25Ces épreuves sont suivies d’un entretien individuel permettant au jury de vérifier, au delà du raconté sur le CV, les motivations et projets du candidat, et surtout son potentiel d’adhésion à la logique de l’école et à la « vie d’artiste » de cirque (Mauger, 2006). Les procédures de recrutement mises en place par l’ENACR, comme celles des autres écoles, sont un « rite de consécration » particulièrement sélectif, exigeant un capital avant tout sportif – permettant la progression rapide du candidat mais aussi à l’école de laisser son empreinte sur l’élu – puis artistique et un engagement « corps et âme » (Wacquant, 1989) des candidats. Ces derniers ont d’autant plus de chances de réussir cette étape de sélection qu’ils ont « accumulé » (Lahire, 1998) un capital gymnique important et qu’ils sont des hommes, comme l’illustre le portrait de F.

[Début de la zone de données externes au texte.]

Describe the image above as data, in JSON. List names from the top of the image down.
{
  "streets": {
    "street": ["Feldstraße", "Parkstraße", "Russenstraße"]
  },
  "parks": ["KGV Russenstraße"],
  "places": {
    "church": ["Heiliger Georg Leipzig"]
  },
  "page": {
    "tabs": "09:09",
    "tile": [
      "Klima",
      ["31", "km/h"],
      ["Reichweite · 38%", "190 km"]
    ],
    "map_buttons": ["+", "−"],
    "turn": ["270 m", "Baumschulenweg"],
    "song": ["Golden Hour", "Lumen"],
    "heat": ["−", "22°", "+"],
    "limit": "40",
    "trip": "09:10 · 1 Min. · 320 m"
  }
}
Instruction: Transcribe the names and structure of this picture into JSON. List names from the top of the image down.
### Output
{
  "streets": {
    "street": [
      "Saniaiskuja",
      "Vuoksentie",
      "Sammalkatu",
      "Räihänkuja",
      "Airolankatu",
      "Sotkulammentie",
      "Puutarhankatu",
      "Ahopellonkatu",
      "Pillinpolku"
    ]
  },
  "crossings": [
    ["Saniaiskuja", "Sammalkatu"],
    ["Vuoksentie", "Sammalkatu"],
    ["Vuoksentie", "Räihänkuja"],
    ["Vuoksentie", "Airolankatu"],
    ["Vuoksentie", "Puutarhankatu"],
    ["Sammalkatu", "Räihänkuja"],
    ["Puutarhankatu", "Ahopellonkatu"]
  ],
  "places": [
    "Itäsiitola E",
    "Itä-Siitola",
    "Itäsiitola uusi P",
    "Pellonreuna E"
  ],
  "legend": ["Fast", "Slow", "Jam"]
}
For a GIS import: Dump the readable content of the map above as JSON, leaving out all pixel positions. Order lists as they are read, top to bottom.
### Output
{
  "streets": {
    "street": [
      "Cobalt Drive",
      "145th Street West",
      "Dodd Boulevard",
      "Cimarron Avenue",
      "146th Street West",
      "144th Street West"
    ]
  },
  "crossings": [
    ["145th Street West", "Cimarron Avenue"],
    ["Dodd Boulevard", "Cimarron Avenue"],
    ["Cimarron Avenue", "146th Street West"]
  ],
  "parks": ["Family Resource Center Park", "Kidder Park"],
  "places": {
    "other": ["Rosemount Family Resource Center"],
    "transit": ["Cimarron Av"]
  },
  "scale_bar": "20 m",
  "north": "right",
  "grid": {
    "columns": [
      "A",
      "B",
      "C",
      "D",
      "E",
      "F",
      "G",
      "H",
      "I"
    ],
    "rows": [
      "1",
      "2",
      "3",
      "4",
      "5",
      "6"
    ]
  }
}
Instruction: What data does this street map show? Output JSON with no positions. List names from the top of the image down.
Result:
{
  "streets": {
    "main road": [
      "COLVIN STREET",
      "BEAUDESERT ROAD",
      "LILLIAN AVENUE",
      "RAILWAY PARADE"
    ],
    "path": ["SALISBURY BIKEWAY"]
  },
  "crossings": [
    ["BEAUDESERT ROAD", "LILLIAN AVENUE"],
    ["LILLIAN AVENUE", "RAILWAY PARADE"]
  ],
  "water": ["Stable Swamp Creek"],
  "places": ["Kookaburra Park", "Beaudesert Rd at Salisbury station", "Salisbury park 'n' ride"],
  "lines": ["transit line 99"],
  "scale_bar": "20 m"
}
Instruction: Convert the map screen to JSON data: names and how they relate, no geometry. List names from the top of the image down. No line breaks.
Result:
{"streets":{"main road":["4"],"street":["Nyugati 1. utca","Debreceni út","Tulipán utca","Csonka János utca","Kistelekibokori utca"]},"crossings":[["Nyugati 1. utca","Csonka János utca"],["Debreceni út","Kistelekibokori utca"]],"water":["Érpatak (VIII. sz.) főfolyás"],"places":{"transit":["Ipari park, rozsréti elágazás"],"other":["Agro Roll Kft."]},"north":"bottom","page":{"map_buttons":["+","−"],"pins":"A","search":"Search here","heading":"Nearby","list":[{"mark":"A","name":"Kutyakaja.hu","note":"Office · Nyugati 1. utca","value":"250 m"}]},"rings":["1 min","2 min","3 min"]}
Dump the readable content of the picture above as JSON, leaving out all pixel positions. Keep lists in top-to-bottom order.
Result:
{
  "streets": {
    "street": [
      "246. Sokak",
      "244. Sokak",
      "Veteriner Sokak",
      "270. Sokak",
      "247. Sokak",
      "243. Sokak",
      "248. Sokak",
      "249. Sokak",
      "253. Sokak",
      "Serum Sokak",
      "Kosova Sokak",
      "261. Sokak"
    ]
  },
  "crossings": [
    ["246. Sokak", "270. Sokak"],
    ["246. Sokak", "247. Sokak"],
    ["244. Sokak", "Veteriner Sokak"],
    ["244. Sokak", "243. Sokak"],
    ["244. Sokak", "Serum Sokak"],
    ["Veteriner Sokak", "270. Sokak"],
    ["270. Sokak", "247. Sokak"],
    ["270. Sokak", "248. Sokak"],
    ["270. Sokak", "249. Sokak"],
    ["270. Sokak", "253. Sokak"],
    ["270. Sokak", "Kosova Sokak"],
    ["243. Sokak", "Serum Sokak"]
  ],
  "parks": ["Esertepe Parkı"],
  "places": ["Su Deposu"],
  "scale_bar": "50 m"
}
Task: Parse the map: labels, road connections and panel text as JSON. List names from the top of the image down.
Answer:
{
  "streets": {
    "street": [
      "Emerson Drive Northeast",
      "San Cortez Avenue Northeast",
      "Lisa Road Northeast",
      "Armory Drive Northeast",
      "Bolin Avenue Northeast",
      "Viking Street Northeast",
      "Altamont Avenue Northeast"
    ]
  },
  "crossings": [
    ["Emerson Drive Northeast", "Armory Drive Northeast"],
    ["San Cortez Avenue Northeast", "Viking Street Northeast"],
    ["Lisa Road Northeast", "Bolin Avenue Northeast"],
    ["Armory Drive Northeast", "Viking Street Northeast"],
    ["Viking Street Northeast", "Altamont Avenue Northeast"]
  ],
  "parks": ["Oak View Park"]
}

La matrice gymnique comme droit d’entrée, le cas de F.

F. est un ancien gymnaste de haut niveau algérien et un professionnel intermittent du spectacle dans une compagnie de danse hip-hop. Suite à la fréquentation de plusieurs pairs connaissant le « monde » du cirque et sur les conseils de son directeur de compagnie, il se présente à l’ENACR. Un des ses amis d’enfance, ancien champion de France de tumbling, travaille avec le Cirque du Soleil, ce qui encourage F. à se diriger vers ce nouveau milieu. Fortement attiré par l’équipement acrobatique du chapiteau (fosse, trampoline, etc.) et le niveau des formateurs lors de sa première visite de l’école, il préfère s’y former plutôt qu’au CNAC, pourtant école supérieure. Sans aucune expérience circassienne et dans l’optique d’enrichir son capital scénique, il réussit l’épreuve des sélections sans aucune difficulté :
« J’ai fait quand même la sélection, le stage aussi et à la fin ils m’ont pris, ils m’ont dit : “T’as un bon niveau et tout…”. Y avait une quarantaine de personnes qui avaient déjà essayé plusieurs fois l’école. ».
Contrairement à la majorité des autres élèves interrogés à l’ENACR, F. est très content du programme d’enseignement, correspondant à ses attentes et à ses dispositions sportives et gymniques. À l’image de son investissement « ascétique » (Bertrand, 2007) dans sa carrière gymnique, où il lui arrivait de rester à la salle de gymnastique plusieurs jours consécutifs sans rentrer chez lui, il avoue préférer le côté physique du cirque et non pas le côté esthétique jugé trop « contemporain », trop « fille » ; une orientation que l’on retrouve dans les pratiques de la danse hip-hop (Faure, 2004a) :
« Moi j’ai envie que quand les gens ils voient le spectacle ils disent : “Ah ce qu’il fait, ah c’est trop dur, c’est impressionnant”, j’ai pas envie qu’ils disent : “Ah oui c’était beau, c’était esthétique”. »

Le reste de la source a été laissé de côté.